One issue that ILO delegates should discuss is how multinationals' business practices, including rock-bottom prices for suppliers and fast production schedules, inevitably create labor rights violations on the factory floor. Large multinationals dominate global supply chains, using their considerable market leverage to demand low prices from their overseas suppliers. Desperate to maintain the global brands' business, suppliers often squeeze workers and cut corners on safety to stay profitable. Rather than invest in ineffective audits, companies should pay prices to their suppliers sufficient to support living wages and adequate health and safety protections, as well as taxes that support the government regulators and inspectors who have the responsibility to protect workers' rights.
Business analysts argue that regulatory reforms should be evaluated against the risk that some employers may be put out of business, causing a loss in jobs. But this analysis fails to consider that replacing many bad employers, each trying to underbid the others, with fewer good employers with better paid workers will in turn generate income and jobs as the workers themselves become able to invest in their communities. Taking such a high road approach to development is nearly impossible, however, when global buyers continually seek out countries with lower production costs.
The UN Guiding Principles on Business and Human Rights (UNGPs) provide useful guidance on how to make a shift in global supply chain operations through the "protect, respect, remedy" framework. The Principles advance the debate by basing corporate responsibility on impacts that business activities already have, rather than on whatever corporations may choose to address with voluntary codes. They also advance the notion that enterprises are responsible not only for human rights violations in their own operations, but for all violations connected to their operations by a business relationship with another entity.
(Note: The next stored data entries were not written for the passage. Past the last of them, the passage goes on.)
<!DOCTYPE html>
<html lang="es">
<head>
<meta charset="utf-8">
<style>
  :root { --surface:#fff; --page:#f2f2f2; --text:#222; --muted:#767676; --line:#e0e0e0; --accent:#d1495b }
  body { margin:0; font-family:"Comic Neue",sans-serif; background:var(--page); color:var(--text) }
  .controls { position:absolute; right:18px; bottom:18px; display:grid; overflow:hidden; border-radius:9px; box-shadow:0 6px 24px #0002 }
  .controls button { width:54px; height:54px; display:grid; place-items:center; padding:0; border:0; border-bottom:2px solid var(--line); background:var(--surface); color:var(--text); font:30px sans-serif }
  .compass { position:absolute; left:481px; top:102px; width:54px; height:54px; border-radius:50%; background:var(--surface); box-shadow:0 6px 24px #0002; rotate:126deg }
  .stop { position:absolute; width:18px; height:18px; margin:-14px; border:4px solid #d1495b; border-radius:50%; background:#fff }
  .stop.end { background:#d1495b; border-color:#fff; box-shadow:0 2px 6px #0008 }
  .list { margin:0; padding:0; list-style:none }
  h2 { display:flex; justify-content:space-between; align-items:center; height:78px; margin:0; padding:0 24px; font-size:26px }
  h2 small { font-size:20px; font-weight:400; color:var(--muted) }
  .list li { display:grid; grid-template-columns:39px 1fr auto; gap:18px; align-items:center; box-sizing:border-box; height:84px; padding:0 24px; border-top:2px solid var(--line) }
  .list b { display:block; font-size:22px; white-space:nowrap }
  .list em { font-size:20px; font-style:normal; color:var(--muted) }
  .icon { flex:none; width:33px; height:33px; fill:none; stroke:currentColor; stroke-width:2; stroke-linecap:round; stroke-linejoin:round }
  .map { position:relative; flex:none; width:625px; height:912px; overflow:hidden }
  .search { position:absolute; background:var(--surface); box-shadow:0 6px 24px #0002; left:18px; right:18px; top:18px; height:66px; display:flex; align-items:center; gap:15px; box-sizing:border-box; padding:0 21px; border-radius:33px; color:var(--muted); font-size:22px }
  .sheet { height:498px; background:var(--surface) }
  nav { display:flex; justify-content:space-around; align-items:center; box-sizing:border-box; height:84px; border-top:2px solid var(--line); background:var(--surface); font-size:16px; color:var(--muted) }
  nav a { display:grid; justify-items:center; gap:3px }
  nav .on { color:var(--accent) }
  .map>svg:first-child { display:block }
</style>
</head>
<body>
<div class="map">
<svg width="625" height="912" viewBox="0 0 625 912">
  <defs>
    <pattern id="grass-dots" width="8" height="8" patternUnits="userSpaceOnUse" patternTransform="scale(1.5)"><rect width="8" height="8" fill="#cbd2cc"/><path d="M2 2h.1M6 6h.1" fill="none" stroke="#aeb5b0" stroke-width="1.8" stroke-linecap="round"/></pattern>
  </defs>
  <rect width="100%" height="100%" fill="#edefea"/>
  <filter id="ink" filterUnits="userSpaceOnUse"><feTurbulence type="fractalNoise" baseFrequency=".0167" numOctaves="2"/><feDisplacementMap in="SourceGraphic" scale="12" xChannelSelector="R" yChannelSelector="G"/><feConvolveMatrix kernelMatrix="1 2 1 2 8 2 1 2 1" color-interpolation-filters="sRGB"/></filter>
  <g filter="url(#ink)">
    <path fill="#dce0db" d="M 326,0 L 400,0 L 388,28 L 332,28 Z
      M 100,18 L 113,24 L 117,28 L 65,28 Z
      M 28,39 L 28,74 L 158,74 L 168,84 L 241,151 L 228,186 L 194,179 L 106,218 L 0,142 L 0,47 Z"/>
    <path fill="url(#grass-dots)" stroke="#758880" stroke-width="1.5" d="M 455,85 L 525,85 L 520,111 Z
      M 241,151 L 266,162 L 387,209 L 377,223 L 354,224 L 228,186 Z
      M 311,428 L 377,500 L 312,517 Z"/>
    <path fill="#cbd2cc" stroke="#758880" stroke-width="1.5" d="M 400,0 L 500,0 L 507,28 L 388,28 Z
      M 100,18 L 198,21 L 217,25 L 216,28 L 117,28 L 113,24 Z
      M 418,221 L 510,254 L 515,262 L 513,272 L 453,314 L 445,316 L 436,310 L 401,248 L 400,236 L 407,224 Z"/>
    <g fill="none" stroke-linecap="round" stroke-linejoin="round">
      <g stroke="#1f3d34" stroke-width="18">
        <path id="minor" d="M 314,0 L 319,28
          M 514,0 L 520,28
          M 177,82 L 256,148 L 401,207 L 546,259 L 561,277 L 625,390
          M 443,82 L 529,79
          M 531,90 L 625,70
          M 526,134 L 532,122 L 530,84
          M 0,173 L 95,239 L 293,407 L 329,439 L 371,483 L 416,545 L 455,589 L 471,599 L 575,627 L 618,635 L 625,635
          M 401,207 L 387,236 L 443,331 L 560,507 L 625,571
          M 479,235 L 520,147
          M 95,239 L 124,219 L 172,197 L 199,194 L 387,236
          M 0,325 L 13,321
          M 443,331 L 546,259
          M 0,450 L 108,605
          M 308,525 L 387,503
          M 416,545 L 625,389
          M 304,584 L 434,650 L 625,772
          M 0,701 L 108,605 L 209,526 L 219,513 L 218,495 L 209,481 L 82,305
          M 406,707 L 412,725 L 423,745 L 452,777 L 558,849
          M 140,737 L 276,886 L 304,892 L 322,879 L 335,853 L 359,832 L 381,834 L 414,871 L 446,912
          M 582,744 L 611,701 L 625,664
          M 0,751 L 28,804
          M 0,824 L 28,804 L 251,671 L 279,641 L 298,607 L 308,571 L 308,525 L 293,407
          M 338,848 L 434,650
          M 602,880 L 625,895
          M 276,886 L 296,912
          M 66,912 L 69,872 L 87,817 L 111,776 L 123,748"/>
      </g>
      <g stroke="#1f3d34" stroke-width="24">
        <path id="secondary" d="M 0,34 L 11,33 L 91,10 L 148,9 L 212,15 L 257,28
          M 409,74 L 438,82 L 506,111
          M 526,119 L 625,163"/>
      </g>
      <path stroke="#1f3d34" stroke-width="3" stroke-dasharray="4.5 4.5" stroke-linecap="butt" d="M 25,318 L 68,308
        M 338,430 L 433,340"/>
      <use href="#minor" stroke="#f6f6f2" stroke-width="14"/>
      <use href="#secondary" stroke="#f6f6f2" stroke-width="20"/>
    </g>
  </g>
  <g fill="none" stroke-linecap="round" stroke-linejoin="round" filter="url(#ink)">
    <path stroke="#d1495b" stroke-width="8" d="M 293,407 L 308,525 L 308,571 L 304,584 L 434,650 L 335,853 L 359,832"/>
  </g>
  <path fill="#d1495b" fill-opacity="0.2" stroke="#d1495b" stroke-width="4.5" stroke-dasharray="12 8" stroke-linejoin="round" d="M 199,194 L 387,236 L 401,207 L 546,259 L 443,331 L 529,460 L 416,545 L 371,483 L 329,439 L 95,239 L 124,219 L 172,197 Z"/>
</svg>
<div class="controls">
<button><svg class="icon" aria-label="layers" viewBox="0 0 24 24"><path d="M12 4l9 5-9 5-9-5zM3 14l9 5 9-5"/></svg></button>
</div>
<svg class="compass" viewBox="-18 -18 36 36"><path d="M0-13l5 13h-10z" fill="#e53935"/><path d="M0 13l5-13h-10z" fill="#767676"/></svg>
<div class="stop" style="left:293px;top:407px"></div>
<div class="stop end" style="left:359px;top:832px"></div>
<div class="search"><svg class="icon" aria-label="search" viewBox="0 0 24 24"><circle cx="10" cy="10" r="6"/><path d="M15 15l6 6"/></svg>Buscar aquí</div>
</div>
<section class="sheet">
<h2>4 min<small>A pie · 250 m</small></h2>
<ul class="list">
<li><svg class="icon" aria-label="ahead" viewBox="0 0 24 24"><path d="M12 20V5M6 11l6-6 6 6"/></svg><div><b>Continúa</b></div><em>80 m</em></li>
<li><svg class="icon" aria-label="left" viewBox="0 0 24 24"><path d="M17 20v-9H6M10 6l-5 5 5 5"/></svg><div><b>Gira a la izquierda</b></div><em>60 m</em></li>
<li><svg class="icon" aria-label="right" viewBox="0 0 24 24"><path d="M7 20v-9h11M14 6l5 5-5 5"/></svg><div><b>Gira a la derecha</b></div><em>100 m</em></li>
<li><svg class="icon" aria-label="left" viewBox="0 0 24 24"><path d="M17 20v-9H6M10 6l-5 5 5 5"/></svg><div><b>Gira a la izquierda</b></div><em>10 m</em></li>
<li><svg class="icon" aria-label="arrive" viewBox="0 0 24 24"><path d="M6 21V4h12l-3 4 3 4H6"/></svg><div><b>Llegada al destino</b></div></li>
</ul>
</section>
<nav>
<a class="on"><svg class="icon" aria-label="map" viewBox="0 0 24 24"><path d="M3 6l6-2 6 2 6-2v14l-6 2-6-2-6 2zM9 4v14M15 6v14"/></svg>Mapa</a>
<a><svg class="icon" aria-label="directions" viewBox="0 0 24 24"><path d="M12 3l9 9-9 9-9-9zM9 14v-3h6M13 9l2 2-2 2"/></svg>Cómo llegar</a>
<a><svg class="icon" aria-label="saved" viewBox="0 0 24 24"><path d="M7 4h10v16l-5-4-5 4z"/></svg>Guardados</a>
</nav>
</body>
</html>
They lay out a clear model of the responsibility of business to remedy human rights violations, and of governments to protect the rights of workers and their communities.
The UNGPs as they are currently conceptualized, however, risk simply creating a new generation of voluntary programs because they do not define minimum performance requirements or regulatory standards. Thus there is a pressing need for the ILO to develop a Convention on Decent Work in Global Supply Chains. Such a Convention should require member states to regulate the conduct of their multinational enterprises overseas and require mandatory due diligence to identify labor rights risks in supply chains. It should also create a permanent dispute settlement facility, housed at the ILO, where multinational corporations can be held accountable for breaches of existing standards, including the UN Guiding Principles on Business and Human Rights and the OECD Guidelines for Multinational Enterprises.
The fact that some multinational enterprises have already negotiated contractual commitments, such as the Bangladesh Accord, that include unions and other worker-led organizations in developing supply chain solutions shows that even global buyers have recognized that what has been tried so far has not worked. Now is the time to seize on this openness to change and to create a more uniform approach to ensuring workers' rights in global supply chains, one that requires global brands and retailers to pay for the real cost of production of their goods and enables those who have the greatest stake in improving supply chain governance - the workers themselves - to enforce compliance.